### Work request
An exact reproduction of each record is required.

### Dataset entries
|---|

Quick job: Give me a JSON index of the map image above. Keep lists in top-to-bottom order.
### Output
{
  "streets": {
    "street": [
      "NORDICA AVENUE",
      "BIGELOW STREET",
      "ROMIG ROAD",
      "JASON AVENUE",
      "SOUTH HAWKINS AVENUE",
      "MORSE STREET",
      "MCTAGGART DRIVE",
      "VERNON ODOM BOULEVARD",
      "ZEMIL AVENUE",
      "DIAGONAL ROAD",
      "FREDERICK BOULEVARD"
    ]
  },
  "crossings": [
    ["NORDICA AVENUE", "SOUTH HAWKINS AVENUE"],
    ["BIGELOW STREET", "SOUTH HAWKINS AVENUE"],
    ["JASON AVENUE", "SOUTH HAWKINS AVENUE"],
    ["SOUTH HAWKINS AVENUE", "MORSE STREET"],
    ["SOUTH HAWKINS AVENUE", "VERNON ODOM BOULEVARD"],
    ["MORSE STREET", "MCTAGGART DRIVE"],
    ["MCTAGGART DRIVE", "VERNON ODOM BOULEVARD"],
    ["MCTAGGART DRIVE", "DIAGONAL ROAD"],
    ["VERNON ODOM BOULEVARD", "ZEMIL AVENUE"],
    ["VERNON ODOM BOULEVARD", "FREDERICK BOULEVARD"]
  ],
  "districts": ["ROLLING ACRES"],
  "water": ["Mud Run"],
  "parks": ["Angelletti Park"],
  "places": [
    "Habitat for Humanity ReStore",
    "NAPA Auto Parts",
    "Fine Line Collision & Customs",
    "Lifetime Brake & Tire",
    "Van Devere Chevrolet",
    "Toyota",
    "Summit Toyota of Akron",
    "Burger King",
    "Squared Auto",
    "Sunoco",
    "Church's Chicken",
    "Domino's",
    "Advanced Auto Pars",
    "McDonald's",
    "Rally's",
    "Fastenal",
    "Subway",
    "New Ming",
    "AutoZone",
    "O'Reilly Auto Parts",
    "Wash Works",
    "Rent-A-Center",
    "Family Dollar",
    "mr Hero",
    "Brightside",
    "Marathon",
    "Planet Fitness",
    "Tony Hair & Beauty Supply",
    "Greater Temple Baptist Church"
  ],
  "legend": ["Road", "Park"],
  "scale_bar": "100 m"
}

|---|

### Response to the exercise
Quick job: Give me a JSON index of the map image above. Keep lists in top-to-bottom order.
### Output
{
  "streets": {
    "street": [
      "NORDICA AVENUE",
      "BIGELOW STREET",
      "ROMIG ROAD",
      "JASON AVENUE",
      "SOUTH HAWKINS AVENUE",
      "MORSE STREET",
      "MCTAGGART DRIVE",
      "VERNON ODOM BOULEVARD",
      "ZEMIL AVENUE",
      "DIAGONAL ROAD",
      "FREDERICK BOULEVARD"
    ]
  },
  "crossings": [
    ["NORDICA AVENUE", "SOUTH HAWKINS AVENUE"],
    ["BIGELOW STREET", "SOUTH HAWKINS AVENUE"],
    ["JASON AVENUE", "SOUTH HAWKINS AVENUE"],
    ["SOUTH HAWKINS AVENUE", "MORSE STREET"],
    ["SOUTH HAWKINS AVENUE", "VERNON ODOM BOULEVARD"],
    ["MORSE STREET", "MCTAGGART DRIVE"],
    ["MCTAGGART DRIVE", "VERNON ODOM BOULEVARD"],
    ["MCTAGGART DRIVE", "DIAGONAL ROAD"],
    ["VERNON ODOM BOULEVARD", "ZEMIL AVENUE"],
    ["VERNON ODOM BOULEVARD", "FREDERICK BOULEVARD"]
  ],
  "districts": ["ROLLING ACRES"],
  "water": ["Mud Run"],
  "parks": ["Angelletti Park"],
  "places": [
    "Habitat for Humanity ReStore",
    "NAPA Auto Parts",
    "Fine Line Collision & Customs",
    "Lifetime Brake & Tire",
    "Van Devere Chevrolet",
    "Toyota",
    "Summit Toyota of Akron",
    "Burger King",
    "Squared Auto",
    "Sunoco",
    "Church's Chicken",
    "Domino's",
    "Advanced Auto Pars",
    "McDonald's",
    "Rally's",
    "Fastenal",
    "Subway",
    "New Ming",
    "AutoZone",
    "O'Reilly Auto Parts",
    "Wash Works",
    "Rent-A-Center",
    "Family Dollar",
    "mr Hero",
    "Brightside",
    "Marathon",
    "Planet Fitness",
    "Tony Hair & Beauty Supply",
    "Greater Temple Baptist Church"
  ],
  "legend": ["Road", "Park"],
  "scale_bar": "100 m"
}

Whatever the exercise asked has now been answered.